Little v. Willimon

Decision Date17 December 1915
Docket Number9248.
Citation87 S.E. 435,103 S.C. 50
PartiesLITTLE v. WILLIMON ET AL.
CourtSouth Carolina Supreme Court

Appeal from Common Pleas Circuit Court of Greenville County; M. F Ansel, Special Judge.

Action by Joseph W. Little against W. H. Willimon and others. From a judgment for defendants, plaintiff appeals. Affirmed.

Gary C.J., and Mauldin, Circuit Judge, dissenting.

O. K Mauldin and Lewis W. Parker, both of Greenville, for appellant.

Oscar Hodges and Haynsworth & Haynsworth, all of Greenville, for respondents.

PER CURIAM.

The principles announced in Lillard v. Melton, 87 S.E 421, are conclusive of all questions presented in this case except one: That the act creating the highway commission for Greenville county (29 St. at Large, p. 491) violates the provision of the Constitution (article 1, § 14) that the three departments of the government shall be separate and distinct, and no persons exercising the functions of one shall assume or discharge the duties of any other.

The provisions of the act which are alleged to be in contravention of the section of the Constitution above referred to are these: (1) That the members of the commission shall be appointed and removed by the Governor, upon the recommendation of a majority of the Greenville delegation in the Legislature. (2) That the commission "shall meet, confer with and report to the delegation from Greenville county every two months and from time to time as may be necessary with reference to the prosecution of said work and the discharge of their duties as herein provided." Section 5.

It is contended that, in these matters, the act confers upon members of the Legislature executive and administrative functions. As to the first of these contentions, learned counsel appear to have overlooked two decisions of this court, which are conclusive of the question. Elledge v. Wharton, 89 S.C. 113, 71 S.E. 657; State v. Bowden, 92 S.C. 393, 396, 75 S.E. 866.

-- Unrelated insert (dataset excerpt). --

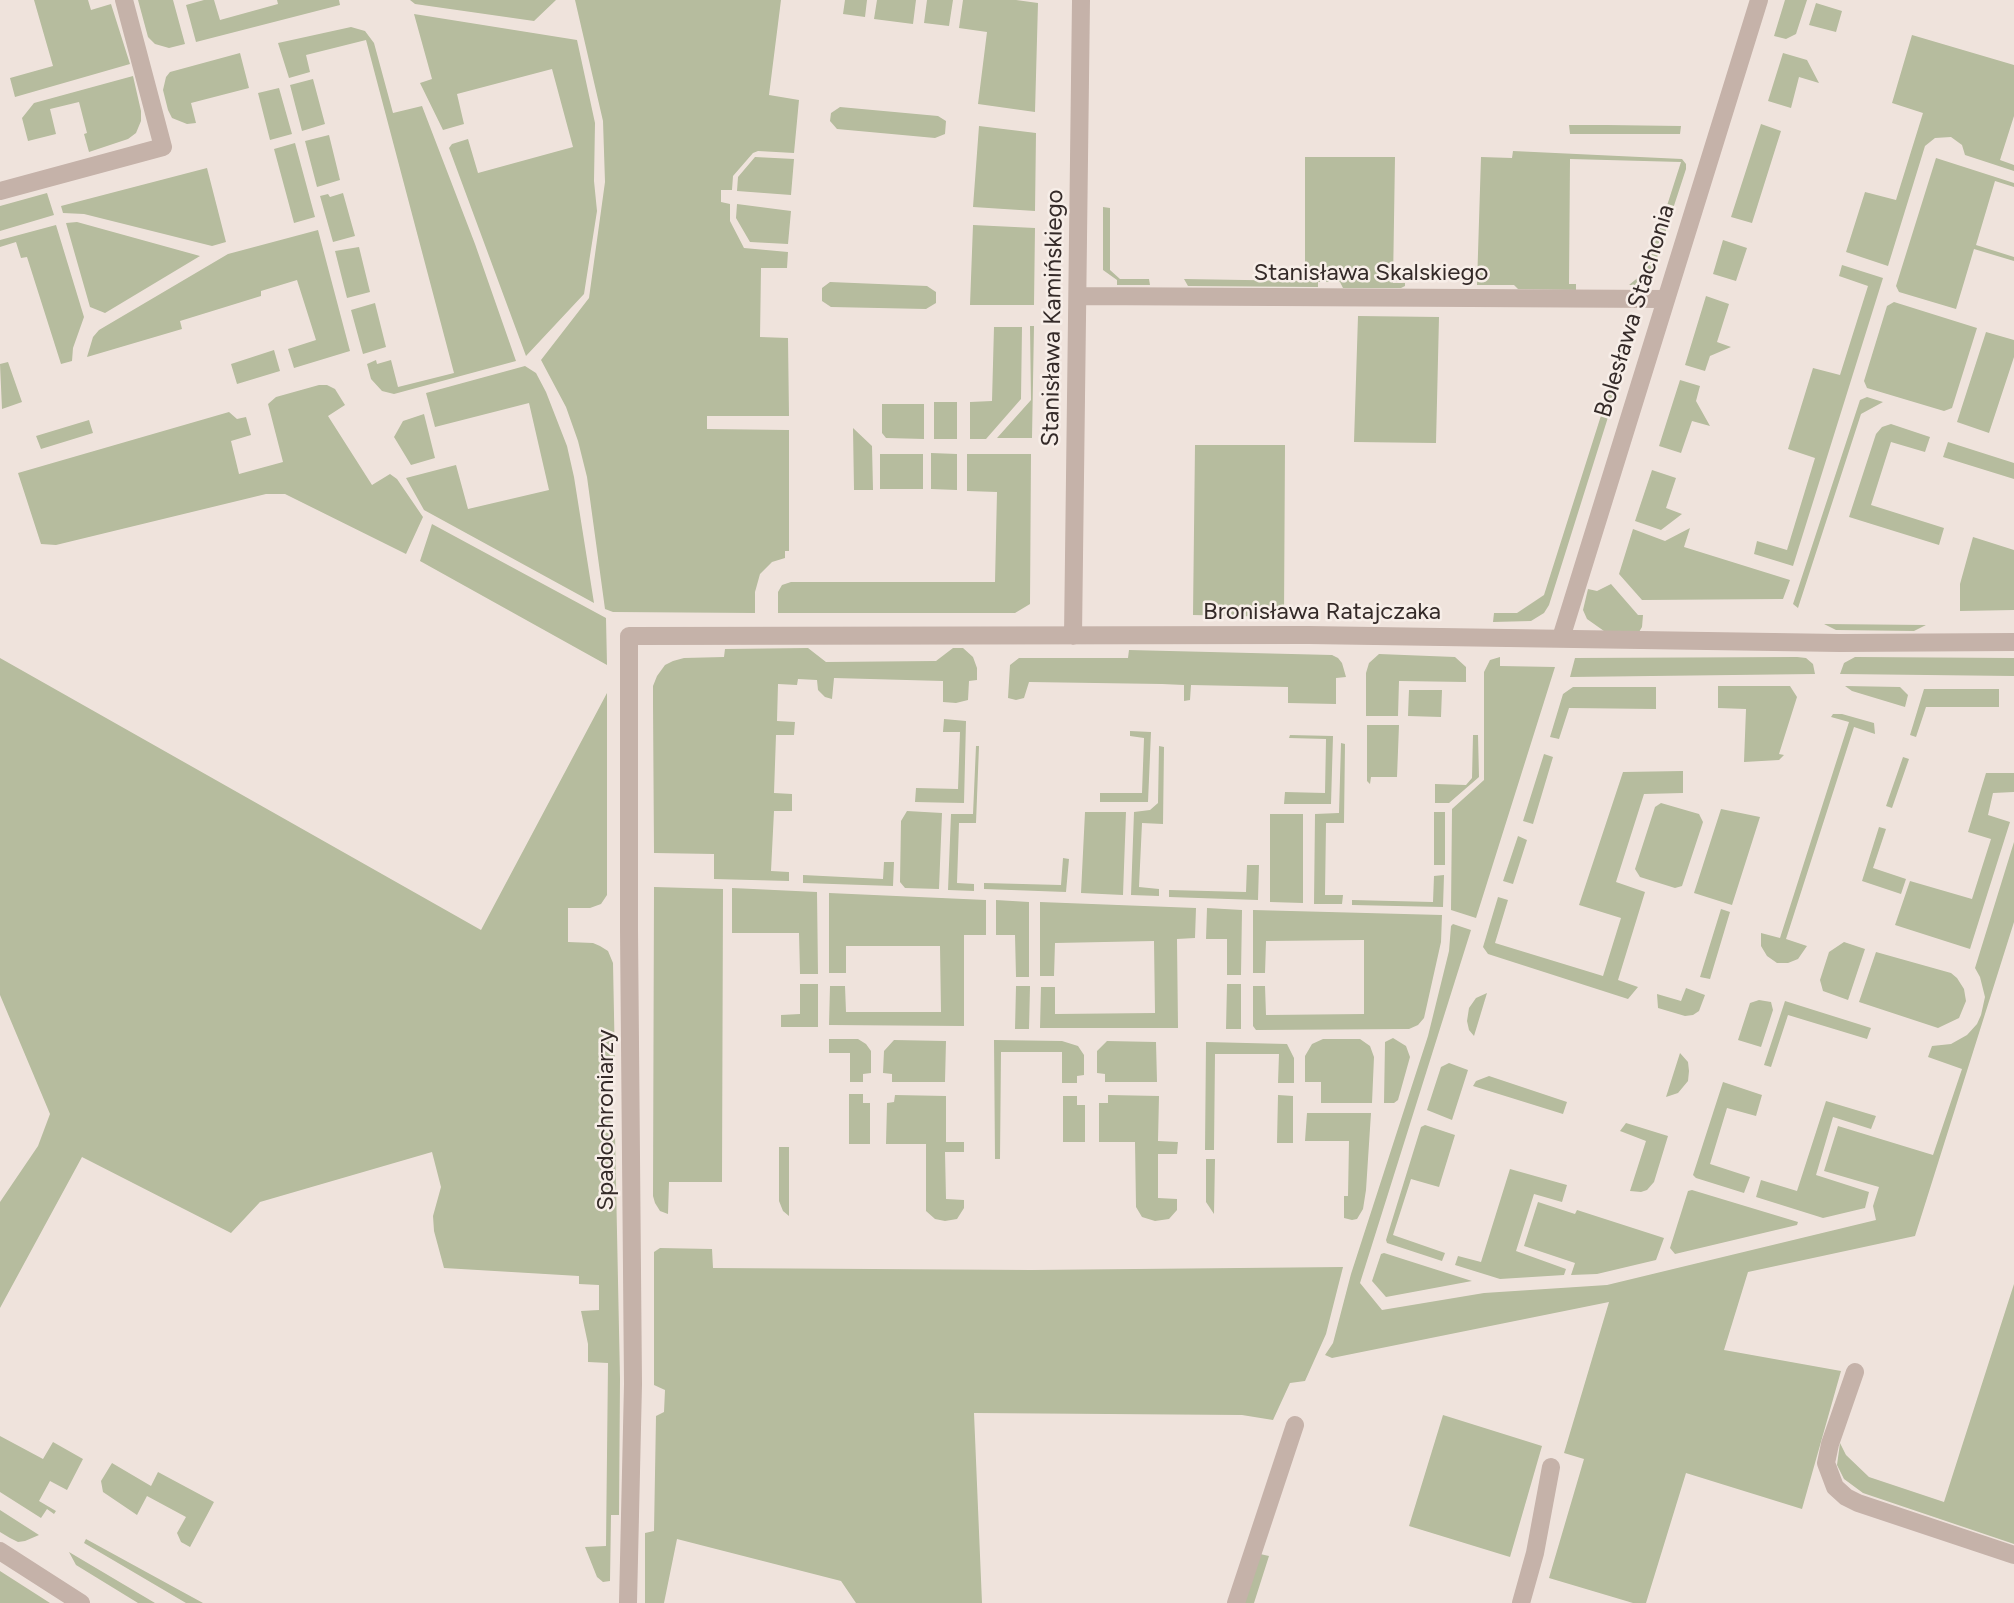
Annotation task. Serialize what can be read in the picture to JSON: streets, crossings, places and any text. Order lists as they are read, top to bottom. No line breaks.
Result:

The second contention is equally untenable. Clearly the supervision of public work is not an inherent function of the executive department. The Legislature had the power, as held in Lillard's Case, to have the work done by and through such agencies as it saw fit. A fortiori, it had authority to have such agencies confer with and report to the Legislature itself, or to a committee of that body, or any other agency that it might select. It chose, for that purpose, the Greenville...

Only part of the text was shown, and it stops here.